Researchers, policymakers, and activists are becoming increasingly interested in sufficiency — the idea that we should prioritize basic needs for all over extravagances that few can afford. An economy focused on sufficiency would replace the production of luxuries with the production of essential goods for people that lack them today.
A crucial question for those studying such an economy is how this shift in production would impact the requirements for labour and natural resources (such as materials, energy, and emissions). Would meeting basic needs for all, while reducing luxury consumption, increase or decrease the need for labour and resources? Is such a shift even possible within environmental limits?
These questions are the focus of our recent research, which is available as a preprint on arXiv. In this research, we used multi-regional input–output analysis to measure the labour and resource use requirements of two low-consumption scenarios, both designed to model an economy that aims to achieve basic needs:
- A decent living scenario, based on decent living standards put forward by Narasimha Rao and Jihoon Min as a set of universal conditions for human wellbeing, and
- A good life scenario, based on minimum income standards put forward by the Joseph Rowntree Foundation, drawing on focus groups in the UK.
This approach has allowed us to generate quantitative minimum requirements for providing basic needs for all people, using the UK as a case study.
On the surface, we find that the decent living scenario provides some promising results: workers would have to work only 26 hours per week, which is 29% less than the global average of 37 hours. Moreover, relative to the global average, emissions would be down 6%, energy production down 23%, and material use down 36%. Although many of these reductions — in particular for emissions — are far from what is needed to be within sustainable limits, they still represent clear improvements compared to the UK baseline.
However, the reductions in the decent living scenario are partly the result of forgoing what many would perceive as essentials, not luxuries. The decent living scenario involves every household living in a small apartment, with basic groceries, clothes, and appliances provided. However, individuals do not have access to beds, furniture, eating utensils, alcohol, computers, or other leisure goods. At a community level, there is no funding for high schools or universities, public safety, government legislation, or maintenance of built capital. Healthcare spending is reduced by over 80% from the UK baseline.
Given the limitations of the decent living scenario, we therefore developed the good life scenario as an alternative. The good life scenario provides households with larger apartments, beds and other furniture, moderate alcohol consumption, and laptops. Community funding for education, healthcare, government, and the maintenance of built capital are significantly increased.

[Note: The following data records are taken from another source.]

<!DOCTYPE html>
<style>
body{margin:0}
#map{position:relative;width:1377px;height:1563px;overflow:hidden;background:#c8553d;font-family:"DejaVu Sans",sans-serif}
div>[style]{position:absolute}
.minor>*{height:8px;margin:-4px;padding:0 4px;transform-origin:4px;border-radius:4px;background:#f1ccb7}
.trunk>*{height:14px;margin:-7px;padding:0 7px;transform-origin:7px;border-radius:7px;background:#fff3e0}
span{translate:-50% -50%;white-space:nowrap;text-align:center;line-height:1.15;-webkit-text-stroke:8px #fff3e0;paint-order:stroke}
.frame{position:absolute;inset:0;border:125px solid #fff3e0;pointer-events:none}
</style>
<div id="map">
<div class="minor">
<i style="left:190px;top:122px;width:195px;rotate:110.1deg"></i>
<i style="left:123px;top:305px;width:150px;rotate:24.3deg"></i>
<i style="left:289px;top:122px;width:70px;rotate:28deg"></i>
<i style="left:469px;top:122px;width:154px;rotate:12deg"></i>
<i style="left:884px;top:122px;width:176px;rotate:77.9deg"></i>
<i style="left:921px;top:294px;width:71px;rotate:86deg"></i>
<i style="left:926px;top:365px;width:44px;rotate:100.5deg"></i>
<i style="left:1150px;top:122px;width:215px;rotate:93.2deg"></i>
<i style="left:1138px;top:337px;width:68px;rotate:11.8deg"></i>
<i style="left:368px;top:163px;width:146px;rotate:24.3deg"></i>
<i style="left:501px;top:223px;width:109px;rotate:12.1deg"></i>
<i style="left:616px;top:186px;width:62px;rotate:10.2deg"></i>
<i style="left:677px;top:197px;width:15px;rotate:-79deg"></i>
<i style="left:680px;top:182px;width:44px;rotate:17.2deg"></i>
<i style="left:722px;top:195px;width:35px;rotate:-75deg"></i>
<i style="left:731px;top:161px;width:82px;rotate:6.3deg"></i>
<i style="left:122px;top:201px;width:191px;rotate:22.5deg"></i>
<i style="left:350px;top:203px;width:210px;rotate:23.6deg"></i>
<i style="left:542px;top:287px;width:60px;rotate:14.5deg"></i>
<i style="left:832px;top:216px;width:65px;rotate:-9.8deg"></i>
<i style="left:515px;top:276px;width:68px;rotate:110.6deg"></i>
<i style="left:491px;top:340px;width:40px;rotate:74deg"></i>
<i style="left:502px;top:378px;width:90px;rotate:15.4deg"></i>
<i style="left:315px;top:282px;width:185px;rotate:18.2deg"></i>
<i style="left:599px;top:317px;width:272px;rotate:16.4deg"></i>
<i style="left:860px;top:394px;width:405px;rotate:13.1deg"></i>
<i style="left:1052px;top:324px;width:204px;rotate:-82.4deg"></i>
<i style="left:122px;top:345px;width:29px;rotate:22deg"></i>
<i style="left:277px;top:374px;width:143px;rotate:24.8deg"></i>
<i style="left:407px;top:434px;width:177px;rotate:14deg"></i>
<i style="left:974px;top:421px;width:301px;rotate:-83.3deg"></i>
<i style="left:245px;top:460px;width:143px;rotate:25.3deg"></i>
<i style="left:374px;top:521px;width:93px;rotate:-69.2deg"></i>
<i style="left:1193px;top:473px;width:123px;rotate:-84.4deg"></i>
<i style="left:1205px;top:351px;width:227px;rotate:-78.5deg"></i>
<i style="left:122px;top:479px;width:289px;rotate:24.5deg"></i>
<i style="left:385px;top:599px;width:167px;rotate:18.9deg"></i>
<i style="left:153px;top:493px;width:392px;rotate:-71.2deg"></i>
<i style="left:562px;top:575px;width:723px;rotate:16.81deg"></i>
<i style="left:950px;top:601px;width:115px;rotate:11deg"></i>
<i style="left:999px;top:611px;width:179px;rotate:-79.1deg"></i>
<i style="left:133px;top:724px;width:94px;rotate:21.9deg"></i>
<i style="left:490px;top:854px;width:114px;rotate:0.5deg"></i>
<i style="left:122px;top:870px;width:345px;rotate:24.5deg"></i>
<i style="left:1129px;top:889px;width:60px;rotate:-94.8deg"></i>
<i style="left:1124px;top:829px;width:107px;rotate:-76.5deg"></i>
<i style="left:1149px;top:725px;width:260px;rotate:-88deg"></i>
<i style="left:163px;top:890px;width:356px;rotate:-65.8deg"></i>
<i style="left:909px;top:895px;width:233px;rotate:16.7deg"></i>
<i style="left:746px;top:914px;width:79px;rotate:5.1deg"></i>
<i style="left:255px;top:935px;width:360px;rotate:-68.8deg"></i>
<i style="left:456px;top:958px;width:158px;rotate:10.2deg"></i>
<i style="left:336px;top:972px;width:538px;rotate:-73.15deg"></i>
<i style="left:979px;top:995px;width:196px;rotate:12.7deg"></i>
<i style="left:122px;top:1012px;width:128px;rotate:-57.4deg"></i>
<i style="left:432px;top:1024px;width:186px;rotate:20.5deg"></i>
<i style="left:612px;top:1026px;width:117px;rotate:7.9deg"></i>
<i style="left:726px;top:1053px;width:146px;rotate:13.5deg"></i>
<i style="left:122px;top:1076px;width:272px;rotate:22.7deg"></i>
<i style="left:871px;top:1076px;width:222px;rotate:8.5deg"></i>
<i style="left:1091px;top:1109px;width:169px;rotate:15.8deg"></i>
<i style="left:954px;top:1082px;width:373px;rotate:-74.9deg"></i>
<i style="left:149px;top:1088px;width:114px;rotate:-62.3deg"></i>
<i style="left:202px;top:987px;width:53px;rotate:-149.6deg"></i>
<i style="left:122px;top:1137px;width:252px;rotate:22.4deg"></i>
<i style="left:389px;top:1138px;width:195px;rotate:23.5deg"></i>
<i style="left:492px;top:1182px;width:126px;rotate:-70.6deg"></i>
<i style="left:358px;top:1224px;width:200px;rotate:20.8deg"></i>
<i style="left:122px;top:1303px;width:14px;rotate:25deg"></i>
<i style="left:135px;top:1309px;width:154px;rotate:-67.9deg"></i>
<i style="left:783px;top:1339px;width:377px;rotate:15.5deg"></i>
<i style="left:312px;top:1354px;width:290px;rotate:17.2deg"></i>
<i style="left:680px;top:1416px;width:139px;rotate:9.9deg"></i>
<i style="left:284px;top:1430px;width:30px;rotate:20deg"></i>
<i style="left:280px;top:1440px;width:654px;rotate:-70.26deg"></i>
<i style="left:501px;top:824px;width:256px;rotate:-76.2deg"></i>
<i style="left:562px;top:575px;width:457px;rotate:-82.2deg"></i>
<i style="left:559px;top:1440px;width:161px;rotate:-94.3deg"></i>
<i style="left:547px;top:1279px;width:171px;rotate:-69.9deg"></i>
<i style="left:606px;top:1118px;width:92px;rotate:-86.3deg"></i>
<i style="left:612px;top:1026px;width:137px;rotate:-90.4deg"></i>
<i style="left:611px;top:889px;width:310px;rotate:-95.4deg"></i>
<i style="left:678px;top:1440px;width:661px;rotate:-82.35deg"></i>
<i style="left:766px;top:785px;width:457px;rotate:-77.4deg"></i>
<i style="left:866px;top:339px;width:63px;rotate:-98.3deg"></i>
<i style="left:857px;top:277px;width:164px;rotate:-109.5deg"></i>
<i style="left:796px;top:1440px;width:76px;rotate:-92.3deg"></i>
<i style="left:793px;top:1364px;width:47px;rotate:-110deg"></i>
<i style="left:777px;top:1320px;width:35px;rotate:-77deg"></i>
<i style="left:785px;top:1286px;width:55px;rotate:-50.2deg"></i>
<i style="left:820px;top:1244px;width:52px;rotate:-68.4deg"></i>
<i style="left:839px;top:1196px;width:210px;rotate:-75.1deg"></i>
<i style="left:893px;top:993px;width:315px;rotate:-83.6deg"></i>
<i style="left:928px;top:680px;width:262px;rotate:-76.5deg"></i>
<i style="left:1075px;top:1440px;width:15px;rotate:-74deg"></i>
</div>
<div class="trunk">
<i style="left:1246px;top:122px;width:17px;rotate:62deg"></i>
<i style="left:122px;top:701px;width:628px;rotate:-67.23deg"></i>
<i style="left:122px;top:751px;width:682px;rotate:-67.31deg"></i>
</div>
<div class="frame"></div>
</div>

This scenario is based on what UK residents say they need for a good life, drawing on focus group data.
While it arguably represents a more realistic level of consumption, the good life scenario would require substantial labour and resources. Workers would have to work, on average, 53 hours per week. While environmental impacts would decline compared to the UK baseline, emissions would be 59% higher, energy production 42% higher, and material use 30% higher than the global average. Given that we are currently transgressing six of nine planetary boundaries, these increases would clearly not be sustainable.
Provisioning systems must change to provide a good life for all
It is important to stress that our results are based on the current supply chains of the UK, and the UK is far from a sufficiency economy. In fact, the baseline consumption of the UK requires almost 68 hours of work per worker! The UK is only able to maintain its high level of current consumption by offshoring a large part of its labour and resource requirements to other countries, predominantly countries in the global South.
While our two basic needs scenarios reduce direct consumption compared to the UK baseline, they do not remove the high indirect requirements of consumption inherent in the UK data, from factors like overseas shipping, advertising budgets, and unnecessary bureaucracy. These inefficiencies lead to high production requirements even in our low-consumption scenarios. Further research is needed to sift these out. Ultimately, basic needs must be met with a fraction of the labour, material, energy, and emissions that they require today.
Overall, our results suggest that providing a good life for all will require dramatic improvements to existing provisioning systems. Reducing consumption to the level of basic needs is not enough on its own. Fundamental changes to the economic system are also required.